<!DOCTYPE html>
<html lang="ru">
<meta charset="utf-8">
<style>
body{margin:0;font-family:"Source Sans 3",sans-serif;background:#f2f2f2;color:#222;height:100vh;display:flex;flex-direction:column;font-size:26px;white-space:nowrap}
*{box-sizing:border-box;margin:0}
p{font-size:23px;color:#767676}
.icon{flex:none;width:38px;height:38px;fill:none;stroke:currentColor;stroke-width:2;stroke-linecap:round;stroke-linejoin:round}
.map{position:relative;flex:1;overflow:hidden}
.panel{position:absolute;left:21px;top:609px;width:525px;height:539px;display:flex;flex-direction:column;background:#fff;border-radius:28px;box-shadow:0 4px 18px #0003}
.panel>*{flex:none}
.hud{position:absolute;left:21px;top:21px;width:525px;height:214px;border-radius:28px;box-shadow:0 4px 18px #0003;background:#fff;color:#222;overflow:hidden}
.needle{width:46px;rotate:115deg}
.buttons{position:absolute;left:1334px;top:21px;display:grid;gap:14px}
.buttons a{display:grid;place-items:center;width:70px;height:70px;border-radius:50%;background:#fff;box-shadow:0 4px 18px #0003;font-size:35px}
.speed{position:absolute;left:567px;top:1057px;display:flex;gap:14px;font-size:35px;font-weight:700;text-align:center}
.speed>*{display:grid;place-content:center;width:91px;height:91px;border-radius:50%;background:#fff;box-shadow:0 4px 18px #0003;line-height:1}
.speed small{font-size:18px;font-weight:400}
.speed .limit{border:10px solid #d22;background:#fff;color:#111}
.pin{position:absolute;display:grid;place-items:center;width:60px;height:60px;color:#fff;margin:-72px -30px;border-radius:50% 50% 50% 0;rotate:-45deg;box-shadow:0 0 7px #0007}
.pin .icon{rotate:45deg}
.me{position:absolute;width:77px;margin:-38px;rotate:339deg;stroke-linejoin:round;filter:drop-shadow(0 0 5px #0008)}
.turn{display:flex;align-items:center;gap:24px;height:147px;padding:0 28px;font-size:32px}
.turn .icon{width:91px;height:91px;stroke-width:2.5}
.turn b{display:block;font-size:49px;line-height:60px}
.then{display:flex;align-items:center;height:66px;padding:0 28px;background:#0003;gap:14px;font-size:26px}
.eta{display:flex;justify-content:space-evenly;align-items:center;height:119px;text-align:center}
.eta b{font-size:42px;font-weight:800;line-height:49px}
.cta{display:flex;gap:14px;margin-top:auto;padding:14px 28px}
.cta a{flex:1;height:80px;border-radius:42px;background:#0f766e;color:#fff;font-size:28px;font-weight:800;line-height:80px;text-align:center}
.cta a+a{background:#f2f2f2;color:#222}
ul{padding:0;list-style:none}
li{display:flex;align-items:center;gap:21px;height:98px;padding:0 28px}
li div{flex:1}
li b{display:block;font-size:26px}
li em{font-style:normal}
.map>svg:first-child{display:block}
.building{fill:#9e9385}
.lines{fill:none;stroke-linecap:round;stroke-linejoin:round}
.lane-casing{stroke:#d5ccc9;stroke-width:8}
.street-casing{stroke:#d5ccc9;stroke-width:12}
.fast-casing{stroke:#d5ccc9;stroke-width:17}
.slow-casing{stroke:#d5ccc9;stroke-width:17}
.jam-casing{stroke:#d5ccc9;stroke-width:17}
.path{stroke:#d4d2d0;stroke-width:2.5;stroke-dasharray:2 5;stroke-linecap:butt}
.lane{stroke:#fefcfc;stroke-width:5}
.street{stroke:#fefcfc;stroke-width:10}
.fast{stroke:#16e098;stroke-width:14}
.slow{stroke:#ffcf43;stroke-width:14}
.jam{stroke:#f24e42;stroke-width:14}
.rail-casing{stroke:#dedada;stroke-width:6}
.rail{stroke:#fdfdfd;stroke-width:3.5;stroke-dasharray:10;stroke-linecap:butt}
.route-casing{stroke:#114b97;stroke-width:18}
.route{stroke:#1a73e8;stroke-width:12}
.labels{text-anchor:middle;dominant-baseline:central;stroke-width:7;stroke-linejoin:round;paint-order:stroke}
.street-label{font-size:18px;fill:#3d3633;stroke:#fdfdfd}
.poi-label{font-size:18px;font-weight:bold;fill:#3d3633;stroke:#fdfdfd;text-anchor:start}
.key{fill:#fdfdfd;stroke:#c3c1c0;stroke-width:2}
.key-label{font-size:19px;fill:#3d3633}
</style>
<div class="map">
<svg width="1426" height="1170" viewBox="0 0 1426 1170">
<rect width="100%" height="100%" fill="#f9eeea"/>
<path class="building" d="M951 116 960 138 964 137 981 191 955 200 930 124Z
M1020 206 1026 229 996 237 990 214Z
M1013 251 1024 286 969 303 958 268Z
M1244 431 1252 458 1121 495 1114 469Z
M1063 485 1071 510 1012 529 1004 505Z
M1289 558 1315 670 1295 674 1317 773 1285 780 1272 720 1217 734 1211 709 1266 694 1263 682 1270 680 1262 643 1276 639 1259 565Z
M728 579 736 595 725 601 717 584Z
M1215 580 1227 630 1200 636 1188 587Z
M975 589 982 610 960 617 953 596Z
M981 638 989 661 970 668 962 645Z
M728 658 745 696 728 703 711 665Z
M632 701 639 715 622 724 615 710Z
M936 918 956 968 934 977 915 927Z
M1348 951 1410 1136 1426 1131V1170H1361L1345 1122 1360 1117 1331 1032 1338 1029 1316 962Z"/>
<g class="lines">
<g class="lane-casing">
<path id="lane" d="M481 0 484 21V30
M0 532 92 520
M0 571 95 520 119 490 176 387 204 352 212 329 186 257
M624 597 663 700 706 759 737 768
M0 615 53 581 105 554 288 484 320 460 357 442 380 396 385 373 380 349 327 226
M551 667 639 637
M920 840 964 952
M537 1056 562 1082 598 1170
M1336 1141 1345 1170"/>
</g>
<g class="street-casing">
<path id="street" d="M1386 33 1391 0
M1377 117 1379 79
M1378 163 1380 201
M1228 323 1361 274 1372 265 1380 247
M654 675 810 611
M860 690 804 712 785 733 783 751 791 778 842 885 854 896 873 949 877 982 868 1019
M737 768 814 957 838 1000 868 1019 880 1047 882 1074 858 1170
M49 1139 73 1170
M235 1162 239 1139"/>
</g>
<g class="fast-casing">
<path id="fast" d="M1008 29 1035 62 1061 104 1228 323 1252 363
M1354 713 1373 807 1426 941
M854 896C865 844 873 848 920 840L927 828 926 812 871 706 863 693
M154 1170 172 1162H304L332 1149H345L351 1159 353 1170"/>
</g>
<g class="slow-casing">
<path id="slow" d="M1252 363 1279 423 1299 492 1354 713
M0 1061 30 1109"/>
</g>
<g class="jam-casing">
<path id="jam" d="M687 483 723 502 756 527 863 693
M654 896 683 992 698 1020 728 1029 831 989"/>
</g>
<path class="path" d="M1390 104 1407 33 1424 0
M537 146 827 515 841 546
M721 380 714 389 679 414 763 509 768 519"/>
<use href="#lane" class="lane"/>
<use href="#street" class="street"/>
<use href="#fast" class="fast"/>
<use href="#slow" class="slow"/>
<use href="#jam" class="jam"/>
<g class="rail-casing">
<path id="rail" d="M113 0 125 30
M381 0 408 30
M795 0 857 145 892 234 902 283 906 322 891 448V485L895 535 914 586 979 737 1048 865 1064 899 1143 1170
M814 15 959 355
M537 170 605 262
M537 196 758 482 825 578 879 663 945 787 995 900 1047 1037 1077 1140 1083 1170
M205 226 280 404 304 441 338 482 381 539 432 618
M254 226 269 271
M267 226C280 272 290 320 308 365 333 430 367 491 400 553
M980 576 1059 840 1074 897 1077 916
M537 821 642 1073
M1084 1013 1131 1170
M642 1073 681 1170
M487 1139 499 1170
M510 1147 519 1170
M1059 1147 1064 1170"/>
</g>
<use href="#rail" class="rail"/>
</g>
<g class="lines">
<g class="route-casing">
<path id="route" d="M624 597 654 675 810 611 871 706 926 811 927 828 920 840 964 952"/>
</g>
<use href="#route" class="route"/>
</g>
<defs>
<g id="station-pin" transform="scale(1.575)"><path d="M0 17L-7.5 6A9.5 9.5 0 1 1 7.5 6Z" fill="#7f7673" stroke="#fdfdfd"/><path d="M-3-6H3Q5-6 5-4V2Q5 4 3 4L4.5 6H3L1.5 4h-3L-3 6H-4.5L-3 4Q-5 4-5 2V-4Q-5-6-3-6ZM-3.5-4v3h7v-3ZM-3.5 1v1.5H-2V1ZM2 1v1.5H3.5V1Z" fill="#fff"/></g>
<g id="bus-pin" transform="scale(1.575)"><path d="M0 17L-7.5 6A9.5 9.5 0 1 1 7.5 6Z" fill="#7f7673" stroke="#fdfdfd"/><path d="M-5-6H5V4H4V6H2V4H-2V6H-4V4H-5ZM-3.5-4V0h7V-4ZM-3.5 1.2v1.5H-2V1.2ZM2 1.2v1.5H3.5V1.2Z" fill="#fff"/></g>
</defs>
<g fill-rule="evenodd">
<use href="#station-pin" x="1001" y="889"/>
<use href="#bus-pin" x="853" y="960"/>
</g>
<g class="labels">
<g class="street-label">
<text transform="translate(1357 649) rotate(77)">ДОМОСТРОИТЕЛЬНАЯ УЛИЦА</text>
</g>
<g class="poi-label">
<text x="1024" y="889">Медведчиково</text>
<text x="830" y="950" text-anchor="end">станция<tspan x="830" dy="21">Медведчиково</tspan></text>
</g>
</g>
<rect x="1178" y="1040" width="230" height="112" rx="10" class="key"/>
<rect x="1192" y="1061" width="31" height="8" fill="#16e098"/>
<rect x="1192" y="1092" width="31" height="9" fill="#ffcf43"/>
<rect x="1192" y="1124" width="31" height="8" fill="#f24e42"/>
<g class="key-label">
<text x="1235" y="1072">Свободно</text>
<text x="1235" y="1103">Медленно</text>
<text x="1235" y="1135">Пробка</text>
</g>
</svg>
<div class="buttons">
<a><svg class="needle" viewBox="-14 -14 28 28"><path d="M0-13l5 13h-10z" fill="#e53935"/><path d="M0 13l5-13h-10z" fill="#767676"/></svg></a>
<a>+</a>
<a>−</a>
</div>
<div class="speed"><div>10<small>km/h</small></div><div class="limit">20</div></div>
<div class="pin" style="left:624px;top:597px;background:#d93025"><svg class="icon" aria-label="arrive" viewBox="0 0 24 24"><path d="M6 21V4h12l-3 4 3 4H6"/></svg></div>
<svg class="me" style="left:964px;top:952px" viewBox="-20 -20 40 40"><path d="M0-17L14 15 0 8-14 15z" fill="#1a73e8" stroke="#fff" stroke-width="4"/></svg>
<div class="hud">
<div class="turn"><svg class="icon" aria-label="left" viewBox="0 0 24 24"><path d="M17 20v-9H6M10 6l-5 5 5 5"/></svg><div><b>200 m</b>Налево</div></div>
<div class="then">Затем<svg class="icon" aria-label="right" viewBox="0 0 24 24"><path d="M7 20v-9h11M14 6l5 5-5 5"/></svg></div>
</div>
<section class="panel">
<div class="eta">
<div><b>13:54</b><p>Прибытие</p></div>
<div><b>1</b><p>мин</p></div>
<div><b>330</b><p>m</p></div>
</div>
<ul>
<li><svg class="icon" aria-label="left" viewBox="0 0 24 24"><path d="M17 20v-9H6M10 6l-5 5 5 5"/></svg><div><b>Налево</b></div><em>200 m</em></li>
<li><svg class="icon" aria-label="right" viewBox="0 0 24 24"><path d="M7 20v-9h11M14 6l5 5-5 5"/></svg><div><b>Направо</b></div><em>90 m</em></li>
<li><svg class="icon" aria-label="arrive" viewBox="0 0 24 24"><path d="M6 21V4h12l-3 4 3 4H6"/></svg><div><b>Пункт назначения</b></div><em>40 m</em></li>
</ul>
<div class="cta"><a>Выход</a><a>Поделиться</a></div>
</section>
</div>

▶ [Exercise objective] Note every line of the entries in which "speed" appears, and copy it down.

▶ [Answer space]
.speed{position:absolute;left:567px;top:1057px;display:flex;gap:14px;font-size:35px;font-weight:700;text-align:center}
.speed>*{display:grid;place-content:center;width:91px;height:91px;border-radius:50%;background:#fff;box-shadow:0 4px 18px #0003;line-height:1}
.speed small{font-size:18px;font-weight:400}
.speed .limit{border:10px solid #d22;background:#fff;color:#111}
<div class="speed"><div>10<small>km/h</small></div><div class="limit">20</div></div>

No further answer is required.